This gives a common lower bound to both terms in the expression of $V^{\pi_2}(S_0)$:
$$\begin{array}{rcl} 
V^{\pi_2}(S_0)  & = & y(10\gamma^2+\gamma^3V^{\pi_2}(S_0)) + (1-y)(\gamma+\gamma^2V^{\pi_2}(S_0)) + \gamma\\
                & \ge & y(10\gamma^2+\gamma^3V^{\pi_2}(S_0)) + (1-y)(10\gamma^2+\gamma^3V^{\pi_2}(S_0))\\
V^{\pi_2}(S_0)  & \ge & 10\gamma^2+\gamma^3V^{\pi_2}(S_0) \\
(1-\gamma^3)V^{\pi_2}(S_0)  & \ge & 10\gamma^2 \\
V^{\pi_2}(S_0)  & \ge & \frac{10\gamma^2}{1-\gamma^3} \\
V^{\pi_2}(S_0)  & \ge & V^{\pi_1}(S_0) \\
\end{array}$$

$\pi_2$ is thus an optimal policy if sufficient condition $10 \gamma (1-y) \ge 1$ is met, regardless of *x*. In particular, it is sufficient to have $y \ge 9/10$ or $\gamma \le 1/10$. 

Thus, regardless of the value of y and x, $\pi_2$ is an optimal policy if $\gamma \le 0.1$. In general, for a given value of *y*, $\pi_2$ is an optimal policy if $\gamma \le 0.1/(1-y)$

Qualitatively, policy $\pi_2$ will be favored over $\pi_1$ when:
- *x* is small (i.e. the agent is expected to remain trapped in state $S_1$ for a long time)
- $\gamma$ is small, because potential large long-term rewards through action $a_1$ lose value compared to the small immediate reward gained through action $a_2$
- *y* is large

As a conclusion, there is no pair of values $(x,y) \in [0,1]^2$ such that $\pi^*(S_0)=a_1$ for all $\gamma \in [0,1]$

### Question 5: Value iteration
*Using $x=y=0.25$ and $\gamma = 0.9$ , calculate the $\pi^*$ and $V^*$ for all states.*

*Implement value iteration.*

In [17]:
import numpy as np

In [18]:
# Initialize parameters
x = .25
y = .25
gamma = .9

# Define nodes
rewards = np.array([0., 0., 1., 10.])

# Define actions and their transition matrices
# state -> action -> transition matrix to state
actions = {
    0: {1: np.array([0,1,0,0]), 
        2: np.array([0,0,1,0])},
    1: {0: np.array([0,1-x,0,x])},
    2: {0: np.array([1-y,0,0,y])},
    3: {0: np.array([1,0,0,0])},
    }

# Print values:
print("Seeking utility values and best policy for parameters :")
print(f"    x = {x}")
print(f"    y = {y}")
print(f"gamma = {gamma}")

Seeking utility values and best policy for parameters :
    x = 0.25
    y = 0.25
gamma = 0.9


#### Value iteration
The goal is to iteratively seek the values of each node. Once this has been done, the choice of an optimal policy at each node is trivial.

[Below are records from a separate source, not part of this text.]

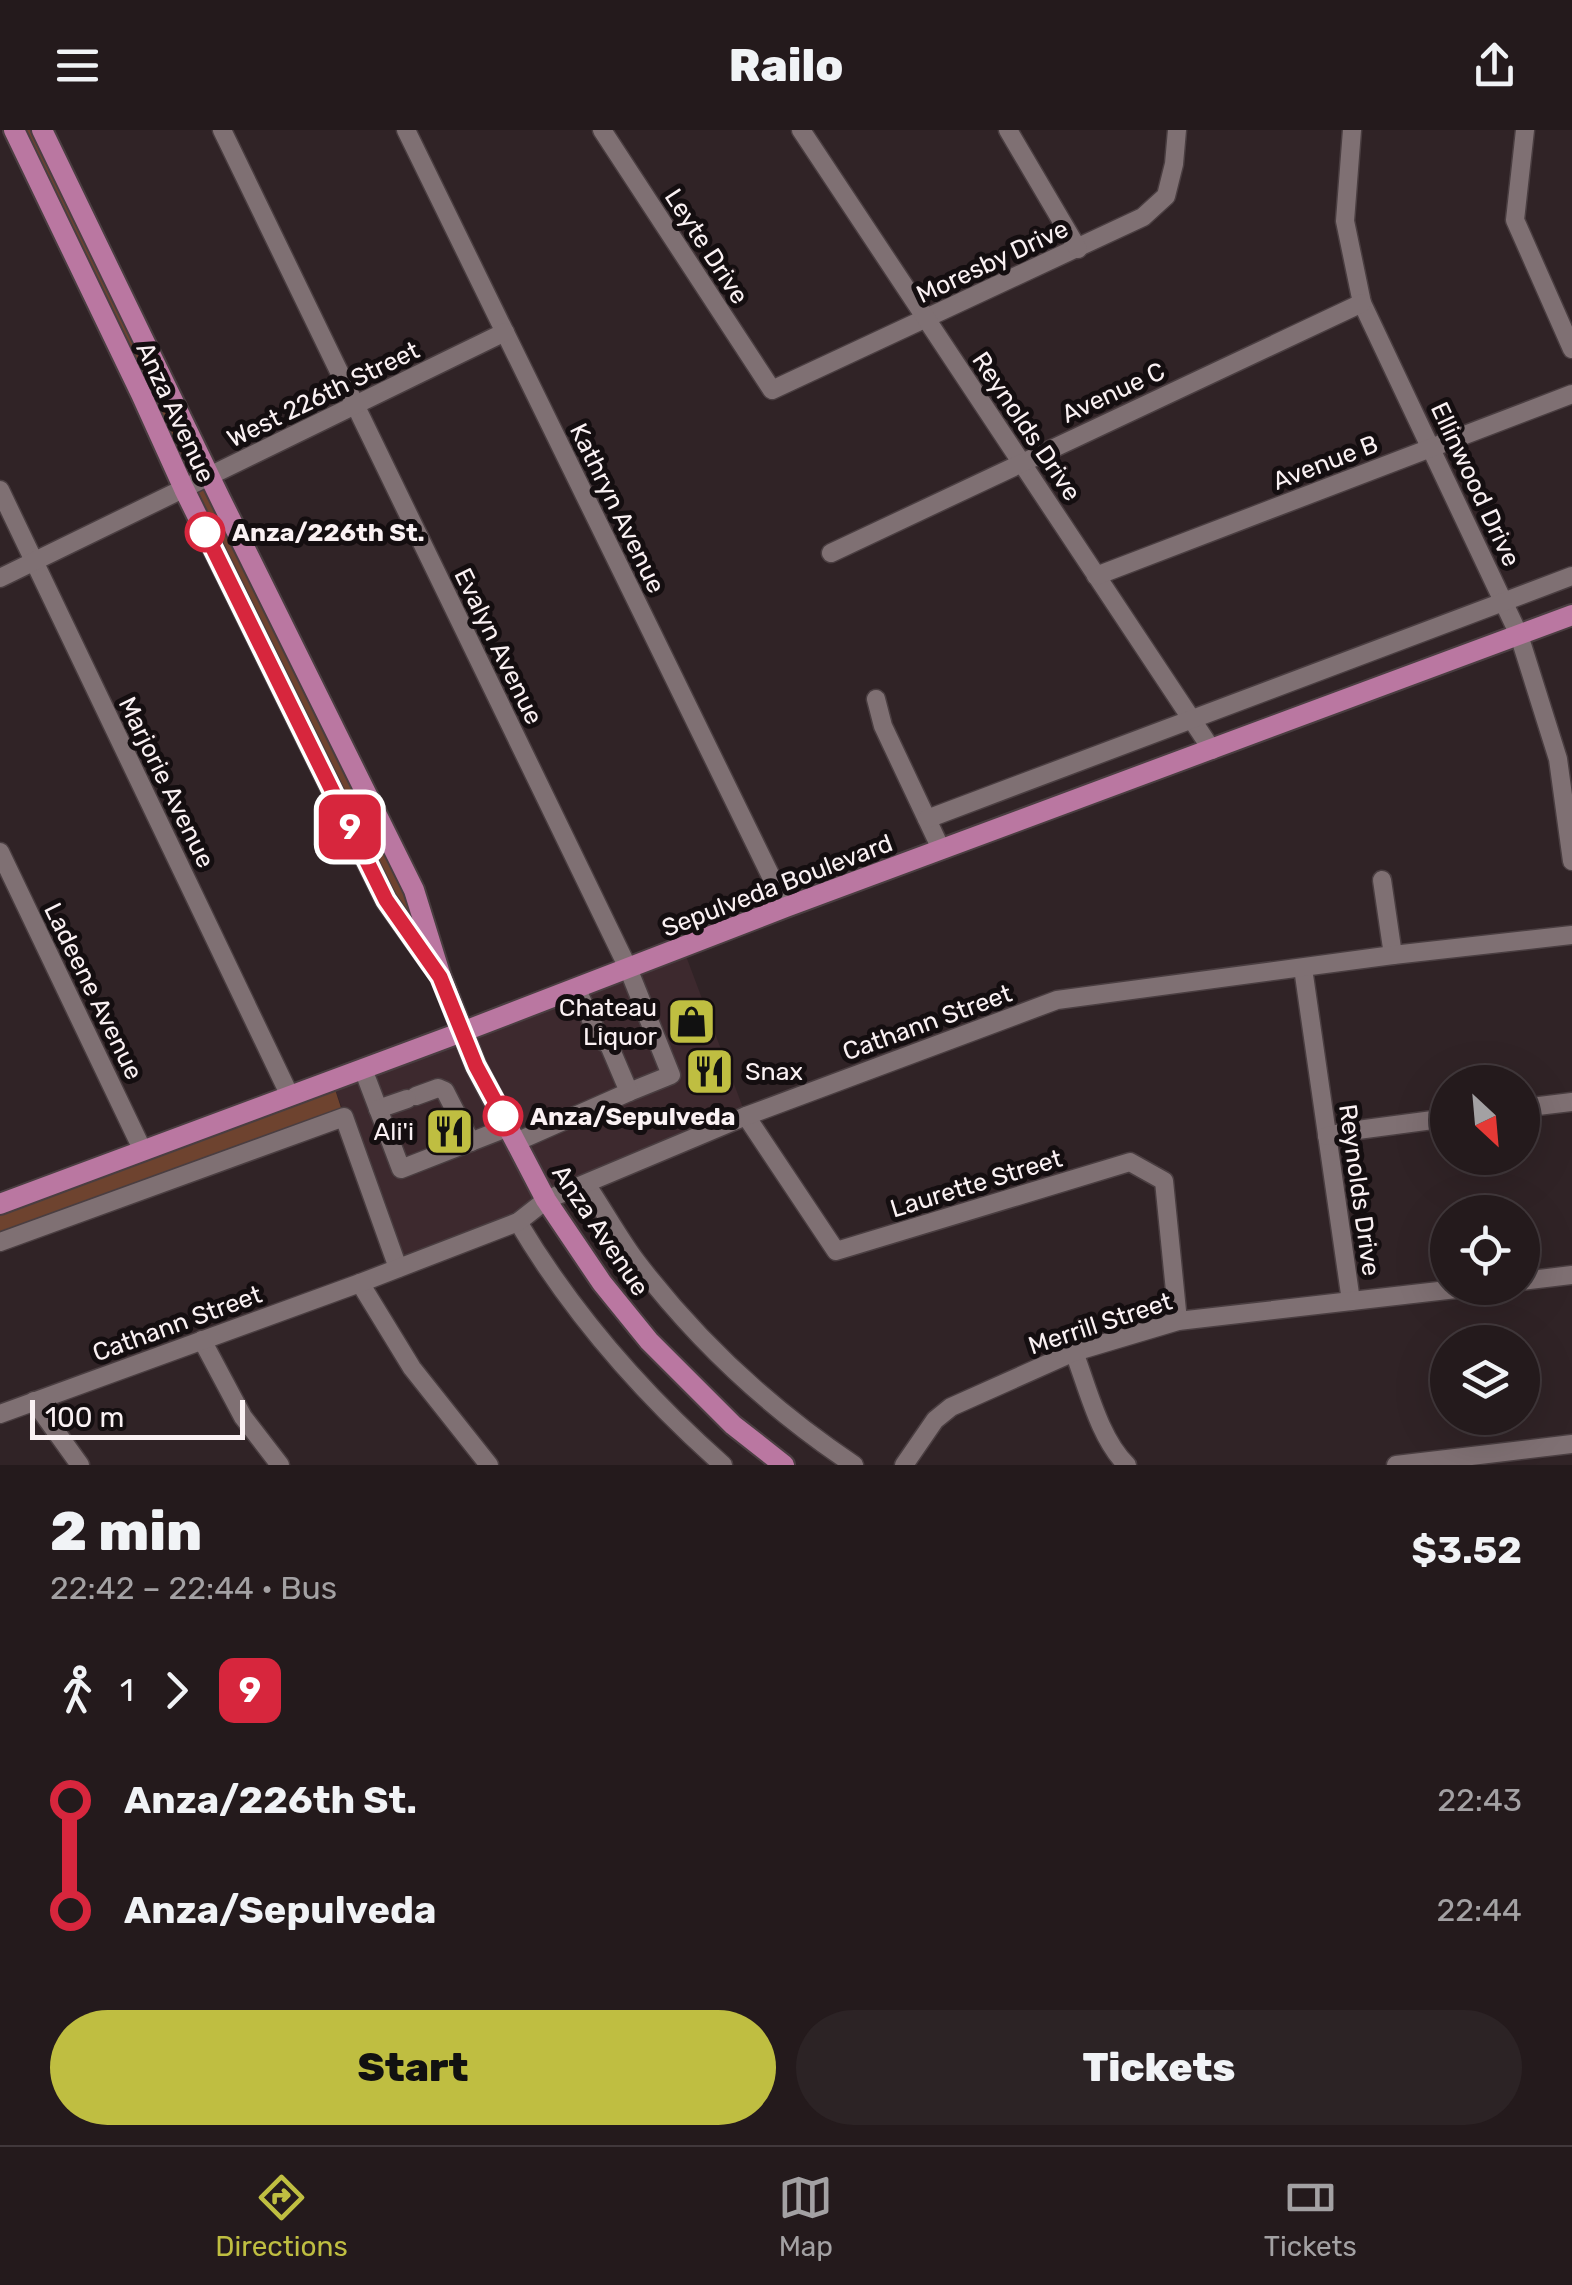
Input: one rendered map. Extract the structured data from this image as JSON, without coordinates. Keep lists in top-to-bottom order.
{
  "streets": {
    "main road": ["Anza Avenue", "Sepulveda Boulevard"],
    "street": [
      "Leyte Drive",
      "Moresby Drive",
      "Avenue C",
      "West 226th Street",
      "Reynolds Drive",
      "Avenue B",
      "Ellinwood Drive",
      "Kathryn Avenue",
      "Evalyn Avenue",
      "Marjorie Avenue",
      "Ladeene Avenue",
      "Cathann Street",
      "Laurette Street",
      "Merrill Street"
    ]
  },
  "crossings": [
    ["Leyte Drive", "Moresby Drive"],
    ["Moresby Drive", "Reynolds Drive"],
    ["Avenue C", "Reynolds Drive"],
    ["Avenue C", "Ellinwood Drive"],
    ["West 226th Street", "Anza Avenue"],
    ["West 226th Street", "Kathryn Avenue"],
    ["West 226th Street", "Evalyn Avenue"],
    ["West 226th Street", "Marjorie Avenue"],
    ["Anza Avenue", "Sepulveda Boulevard"],
    ["Anza Avenue", "Cathann Street"],
    ["Reynolds Drive", "Avenue B"],
    ["Reynolds Drive", "Sepulveda Boulevard"],
    ["Reynolds Drive", "Cathann Street"],
    ["Reynolds Drive", "Merrill Street"],
    ["Avenue B", "Ellinwood Drive"],
    ["Ellinwood Drive", "Sepulveda Boulevard"],
    ["Kathryn Avenue", "Sepulveda Boulevard"],
    ["Evalyn Avenue", "Sepulveda Boulevard"],
    ["Marjorie Avenue", "Sepulveda Boulevard"],
    ["Sepulveda Boulevard", "Ladeene Avenue"],
    ["Cathann Street", "Laurette Street"],
    ["Laurette Street", "Merrill Street"]
  ],
  "places": {
    "other": ["Anza/226th St.", "Anza/Sepulveda"],
    "shop": ["Chateau Liquor"],
    "restaurant": ["Snax", "Ali'i"]
  },
  "lines": ["bus line 9"],
  "scale_bar": "100 m",
  "north": "bottom right",
  "page": {
    "header": "Railo",
    "on_map": "9",
    "scale": "100 m",
    "heading": ["2 min", "22:42 – 22:44 · Bus", "$3.52"],
    "legs": ["1", "9"],
    "list": [
      {
        "name": "Anza/226th St.",
        "value": "22:43"
      },
      {
        "name": "Anza/Sepulveda",
        "value": "22:44"
      }
    ],
    "buttons": ["Start", "Tickets"],
    "tabs": ["Directions", "Map", "Tickets"]
  }
}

For each node, the expected utility of all possible actions is computed according to the other nodes' current value. The utility of the best action (i.e. the expected discounted value for the next node) is used in order to update the node value. This is repeated until convergence.

In [19]:
#%% Functions used for value iteration:
# update_policy : seeks the best policy and the expected outcome
#     of the best policy for each node (used for value and policy iteration)
# update_utility : updates the utility values according to the best policy
# value_iteration : repeats update_utility until convergence

def update_utility(utility, rewards, actions, discount):
    '''
    Function that performs value iteration by updating utility
    with rewards + discounted expected outcome of best policy
    '''
    _, optimal_choice = update_policy(utility, actions)
    return rewards + discount*optimal_choice

def update_policy(utility, actions):
    '''
    Function that seeks the best policy based on a given utility
    It also returns the expected outcome of the actions taken
    when following the best policy
    '''
    
    #init (with zeros (because )we have only positive utilities)
    optimal_choice = np.zeros(rewards.shape, dtype='float')-np.inf
    best_policy = np.zeros(rewards.shape, dtype='int')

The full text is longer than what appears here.